08:21, July 15, 2013

BEIJING, July 14 (Xinhua) -- Former U.S. spy agency contractor Edward Snowden sought political asylum in Russia Friday at a closed-door meeting at Moscow airport with human rights activists, lawyers and officials.

While the fate of the whistleblower, who exposed the U.S. surveillance program, is a point worthy of attention, a more important question is whether the United States will explain its suspicious monitoring activities to the world.

Analysts say recent developments indicate Washington is adamant in maintaining its position on the issue and showing no sign of an apology or regret. Nevertheless, the Snowden's revelations have already alerted other countries to keep a closer eye on national cyber security.


Observers say, despite criticism and protests from various sides, it is highly unlikely the United States will make substantial adjustment to its intelligence programs.

So far, U.S. President Barack Obama, Secretary of State John Kerry and many senior intelligence officials have defended the surveillance program, saying it is aimed at overseas targets and not U.S. citizens, that it was approved and supervised by the U.S. legislative, judiciary and executive branches, and that it has made important contributions to counter-terrorism and U.S. allies.

Analysts say the Obama administration faces little domestic pressure on the issue as it labeled the program with the buzzwords of "overseas targets" and "counterterrorism".

Except for a few lawmakers, who have demanded a full review of the program and whether it has infringed the privacy of its citizens, U.S. Congress has showed unusual unity this time in supporting the surveillance program. This has given Obama plenty of space in which to avoid explaining its actions to the international community.

It has been a long tradition for the United States to treat domestic and foreign surveillance targets differently. The American public pay more attention to their own privacy rights than that of overseas targets.
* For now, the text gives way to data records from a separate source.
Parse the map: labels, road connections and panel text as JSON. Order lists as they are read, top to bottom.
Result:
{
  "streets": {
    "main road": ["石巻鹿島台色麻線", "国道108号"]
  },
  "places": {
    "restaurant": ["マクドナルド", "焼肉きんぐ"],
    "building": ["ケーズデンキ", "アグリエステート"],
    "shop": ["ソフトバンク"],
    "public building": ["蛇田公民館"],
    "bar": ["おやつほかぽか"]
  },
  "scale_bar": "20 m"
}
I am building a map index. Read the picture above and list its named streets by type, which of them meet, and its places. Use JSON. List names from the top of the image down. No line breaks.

David Rothkopf, CEO and editor-at-large of the Foreign Policy Group, wrote in an article recently that U.S. congressional and executive branch officials have bought into the post 9/11 paranoia and hyped-up threat mentality and come to accept that even the possibility of an attack on the United States warrants disregard for U.S. laws and international agreements.
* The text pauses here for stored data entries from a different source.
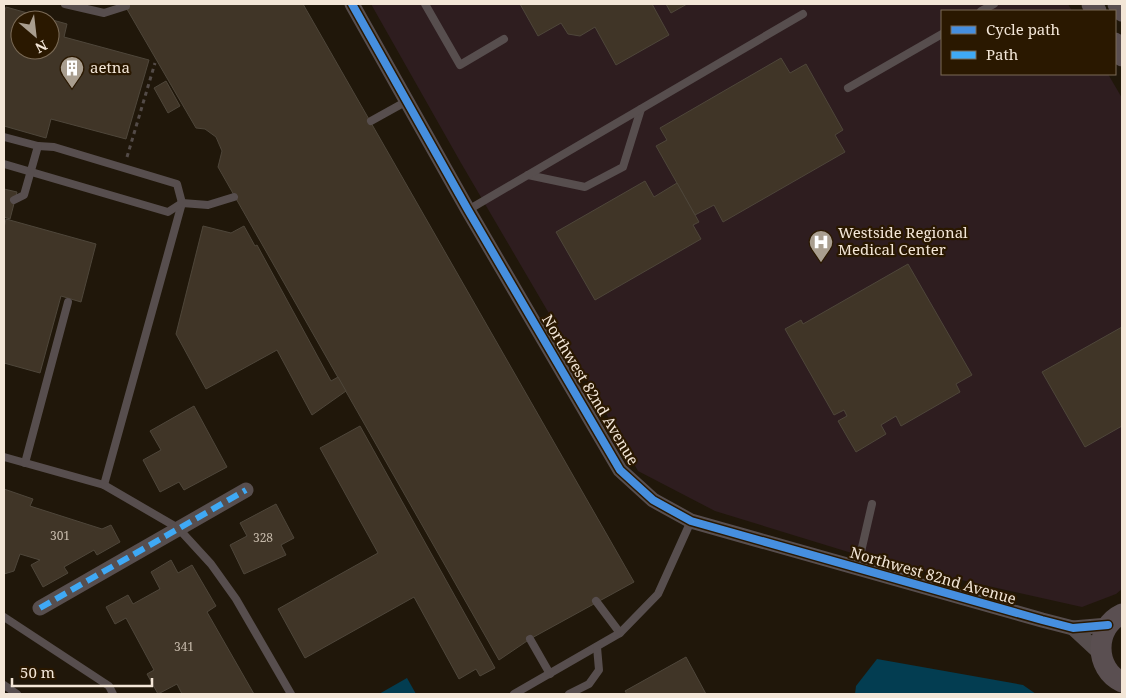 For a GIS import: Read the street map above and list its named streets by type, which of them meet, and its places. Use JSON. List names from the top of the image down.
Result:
{
  "streets": {
    "street": ["Northwest 82nd Avenue"]
  },
  "places": {
    "building": ["aetna"],
    "hospital": ["Westside Regional Medical Center"]
  },
  "house_numbers": ["301", "328", "341"],
  "legend": ["Cycle path", "Path"],
  "scale_bar": "50 m",
  "north": "bottom right"
}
There is little chance the United States will make significant changes regarding its secretive surveillance program.

Jean-Marc Manach, a French Internet expert, told Xinhua recently that monitoring international communications has become a huge "business" in America. Nearly five million jobs in the United States are related to covert defense, including 500,000 private contractors. Many private firms have prospered thanks to the surveillance business.